EXERCISE BRIEF ->
Leave the pictures out and print every record below exactly as it stands.
++++ DATA SECTION
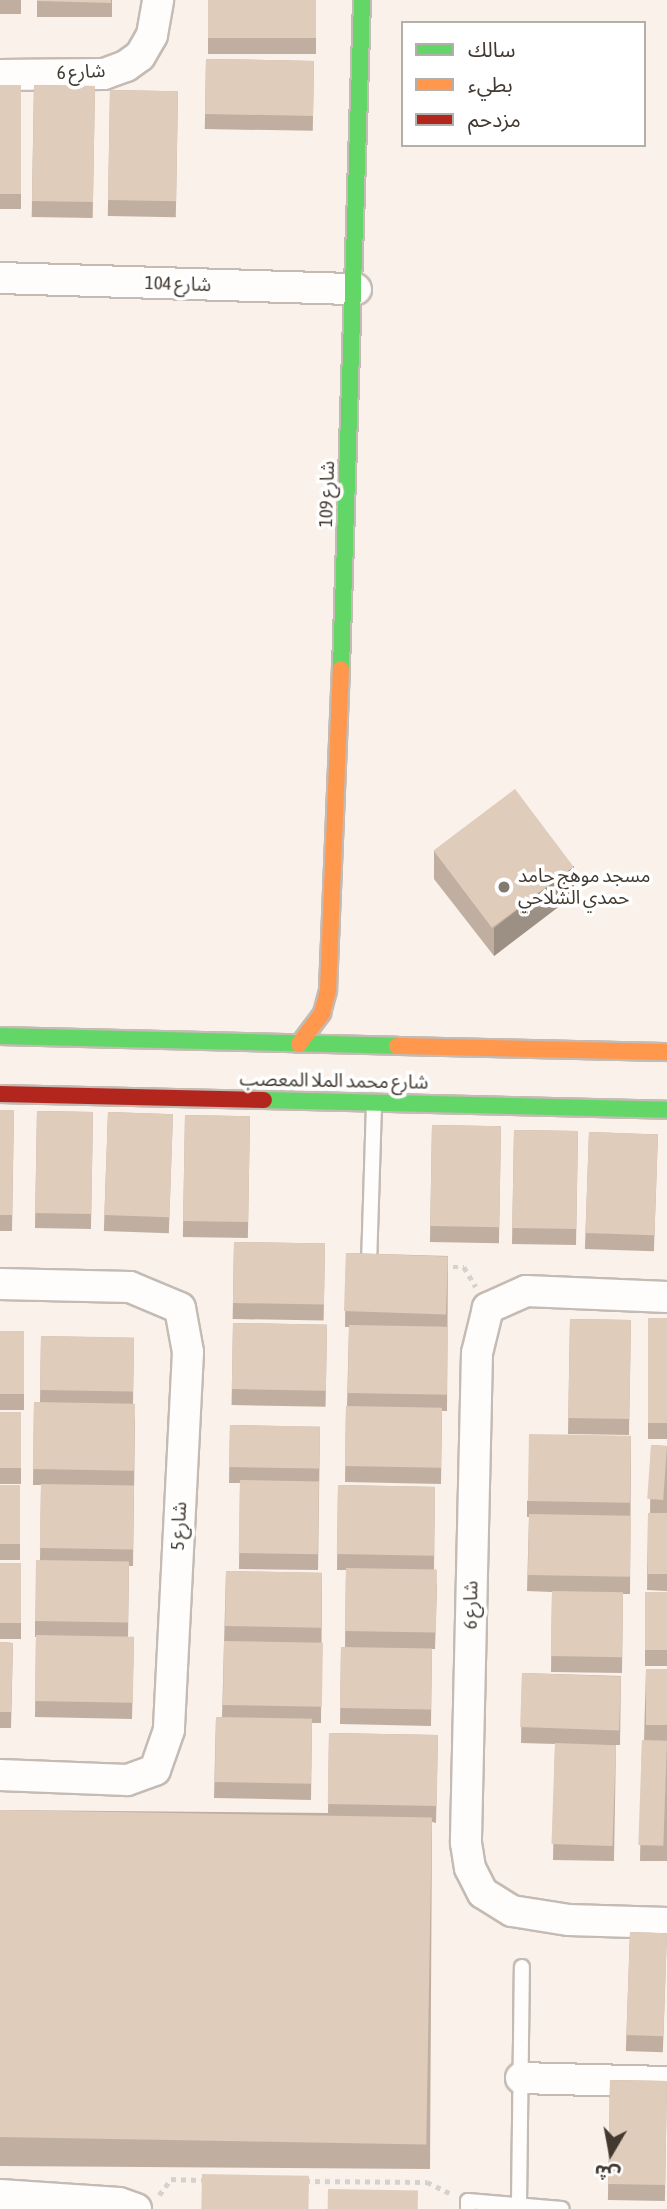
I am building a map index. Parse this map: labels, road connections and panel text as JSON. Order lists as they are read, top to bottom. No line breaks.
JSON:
{"streets":{"street":["شارع 6","شارع 104","شارع 109","شارع محمد الملا المعصب","شارع 5"]},"crossings":[["شارع 104","شارع 109"],["شارع 109","شارع محمد الملا المعصب"]],"places":["مسجد موهج حامد حمدي الشلاحي"],"legend":["سالك","بطيء","مزدحم"],"north":"bottom"}
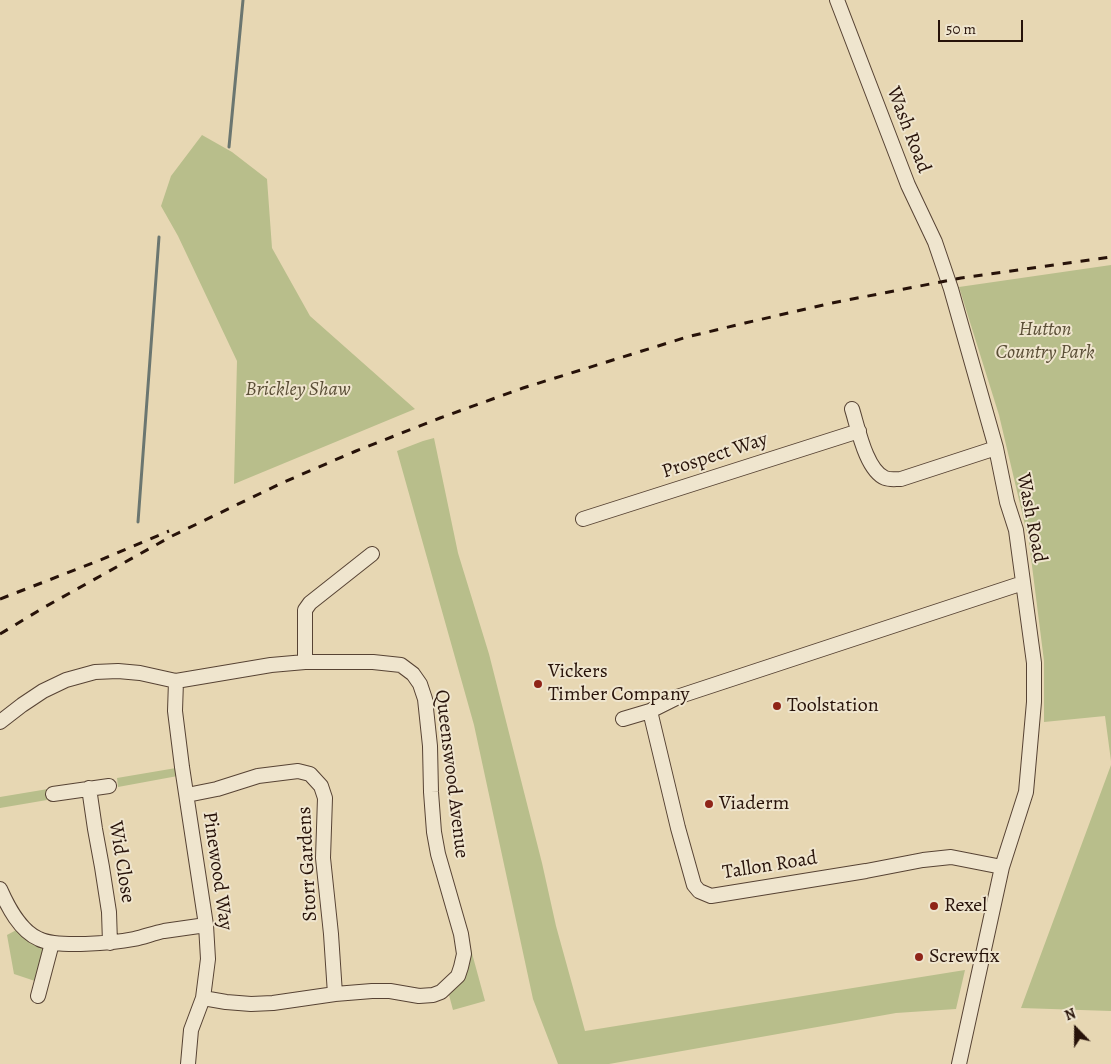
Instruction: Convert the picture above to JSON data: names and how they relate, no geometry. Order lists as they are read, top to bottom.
{
  "streets": {
    "street": [
      "Wash Road",
      "Prospect Way",
      "Queenswood Avenue",
      "Wid Close",
      "Storr Gardens",
      "Tallon Road",
      "Pinewood Way"
    ]
  },
  "crossings": [
    ["Wash Road", "Tallon Road"],
    ["Queenswood Avenue", "Storr Gardens"],
    ["Queenswood Avenue", "Pinewood Way"],
    ["Storr Gardens", "Pinewood Way"]
  ],
  "parks": ["Hutton Country Park", "Brickley Shaw"],
  "places": [
    "Vickers Timber Company",
    "Toolstation",
    "Viaderm",
    "Rexel",
    "Screwfix"
  ],
  "scale_bar": "50 m",
  "north": "top"
}
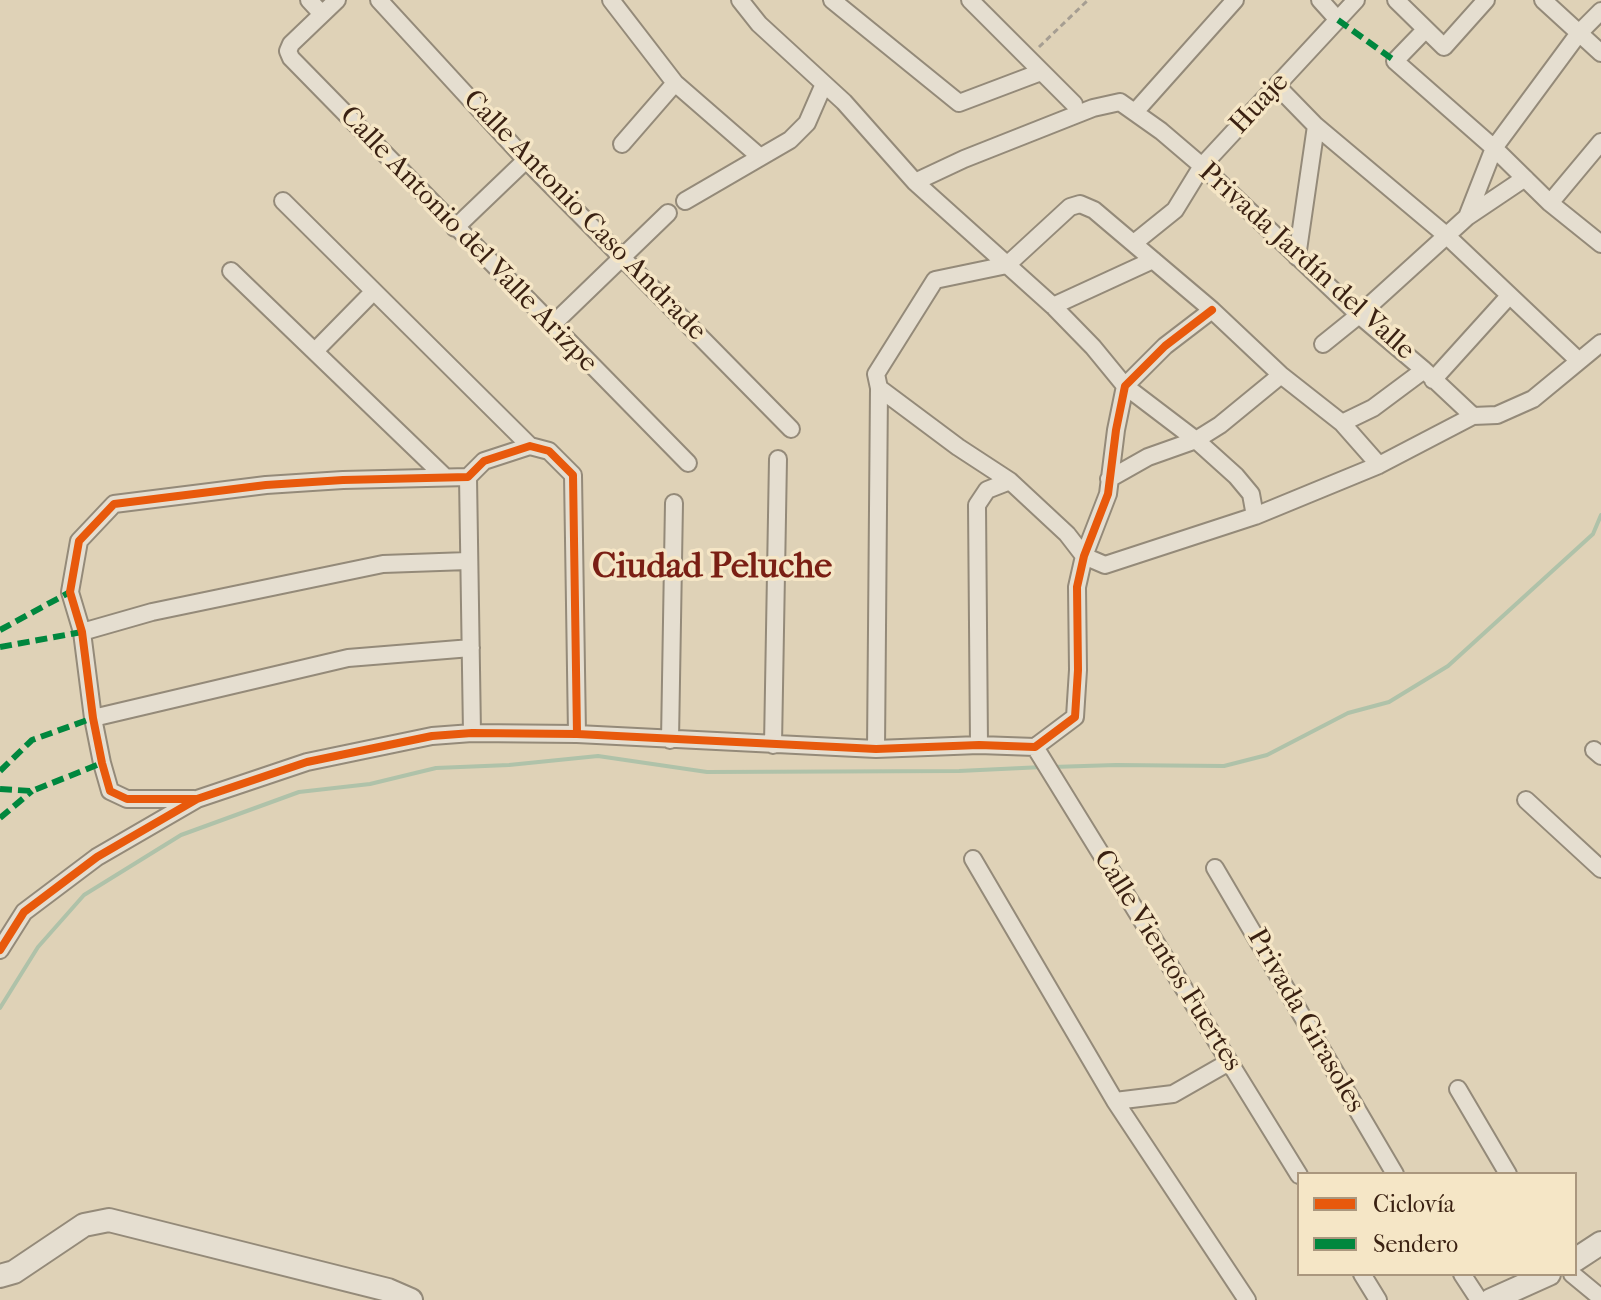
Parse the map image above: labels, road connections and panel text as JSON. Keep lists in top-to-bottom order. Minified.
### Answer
{"streets":{"street":["Huaje","Calle Antonio Caso Andrade","Calle Antonio del Valle Arizpe","Privada Jardín del Valle","Calle Vientos Fuertes","Privada Girasoles"]},"crossings":[["Huaje","Privada Jardín del Valle"]],"districts":["Ciudad Peluche"],"legend":["Ciclovía","Sendero"]}
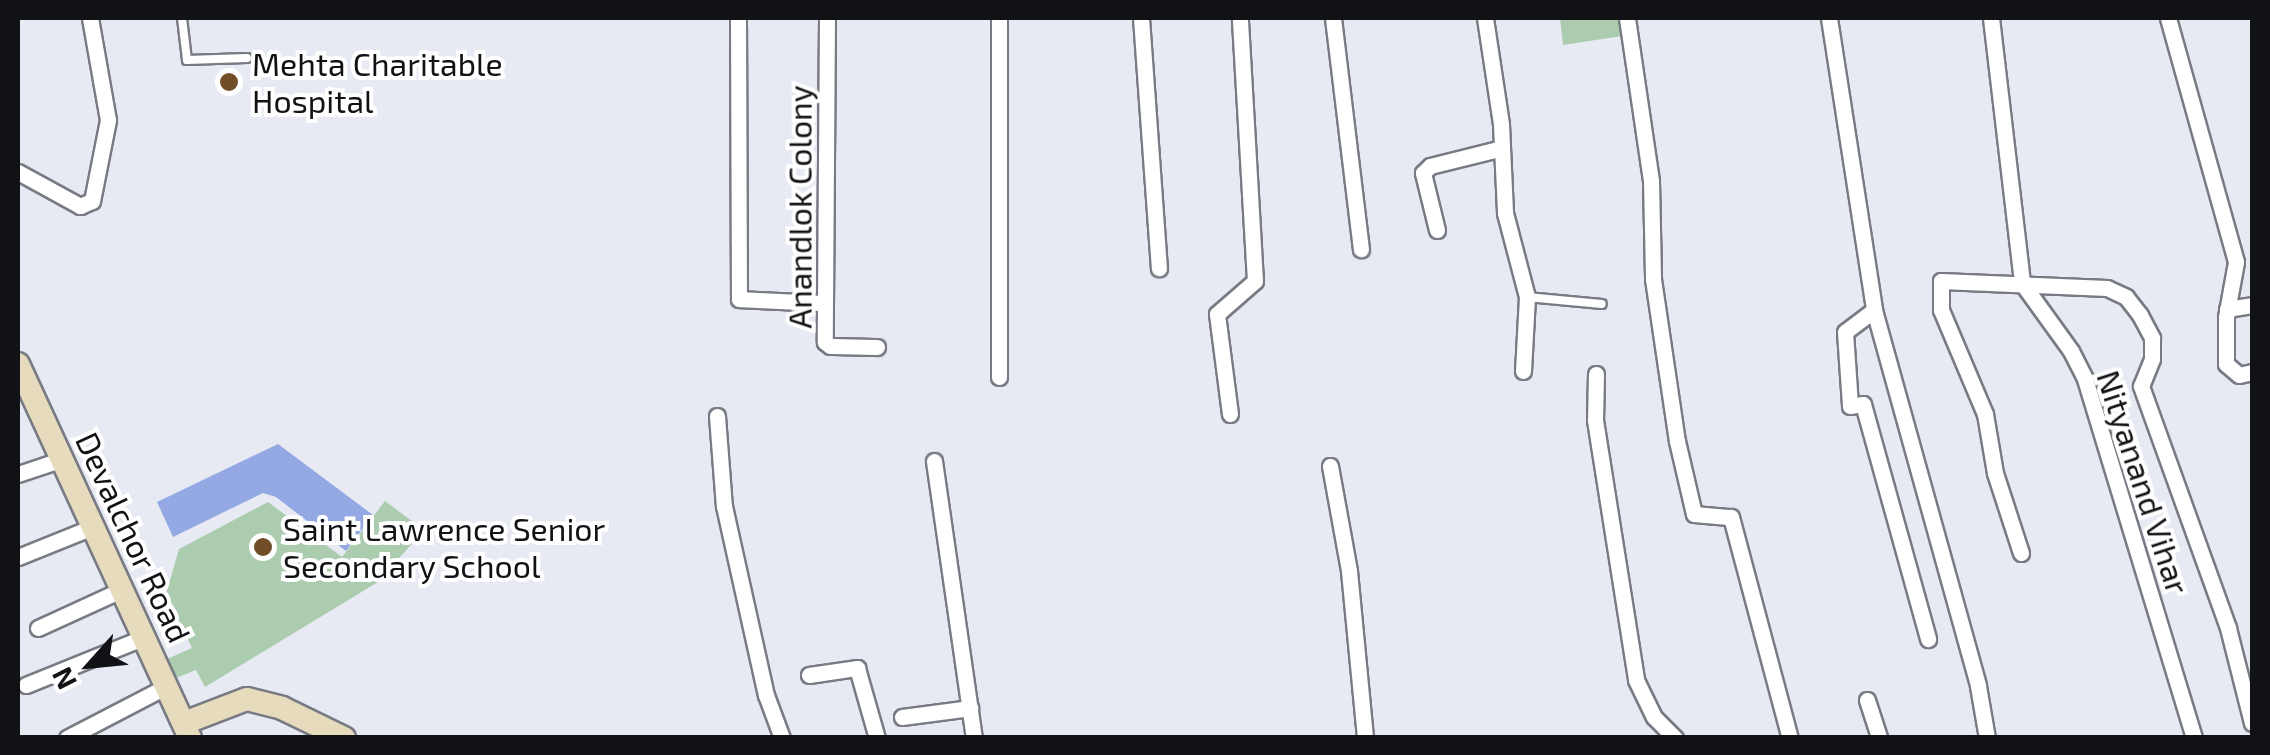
++++++++
EXPECTED ANSWER ->
I am building a map index. Parse this map: labels, road connections and panel text as JSON. Order lists as they are read, top to bottom. No line breaks.
JSON:
{"streets":{"street":["شارع 6","شارع 104","شارع 109","شارع محمد الملا المعصب","شارع 5"]},"crossings":[["شارع 104","شارع 109"],["شارع 109","شارع محمد الملا المعصب"]],"places":["مسجد موهج حامد حمدي الشلاحي"],"legend":["سالك","بطيء","مزدحم"],"north":"bottom"}
Instruction: Convert the picture above to JSON data: names and how they relate, no geometry. Order lists as they are read, top to bottom.
{
  "streets": {
    "street": [
      "Wash Road",
      "Prospect Way",
      "Queenswood Avenue",
      "Wid Close",
      "Storr Gardens",
      "Tallon Road",
      "Pinewood Way"
    ]
  },
  "crossings": [
    ["Wash Road", "Tallon Road"],
    ["Queenswood Avenue", "Storr Gardens"],
    ["Queenswood Avenue", "Pinewood Way"],
    ["Storr Gardens", "Pinewood Way"]
  ],
  "parks": ["Hutton Country Park", "Brickley Shaw"],
  "places": [
    "Vickers Timber Company",
    "Toolstation",
    "Viaderm",
    "Rexel",
    "Screwfix"
  ],
  "scale_bar": "50 m",
  "north": "top"
}
Parse the map image above: labels, road connections and panel text as JSON. Keep lists in top-to-bottom order. Minified.
### Answer
{"streets":{"street":["Huaje","Calle Antonio Caso Andrade","Calle Antonio del Valle Arizpe","Privada Jardín del Valle","Calle Vientos Fuertes","Privada Girasoles"]},"crossings":[["Huaje","Privada Jardín del Valle"]],"districts":["Ciudad Peluche"],"legend":["Ciclovía","Sendero"]}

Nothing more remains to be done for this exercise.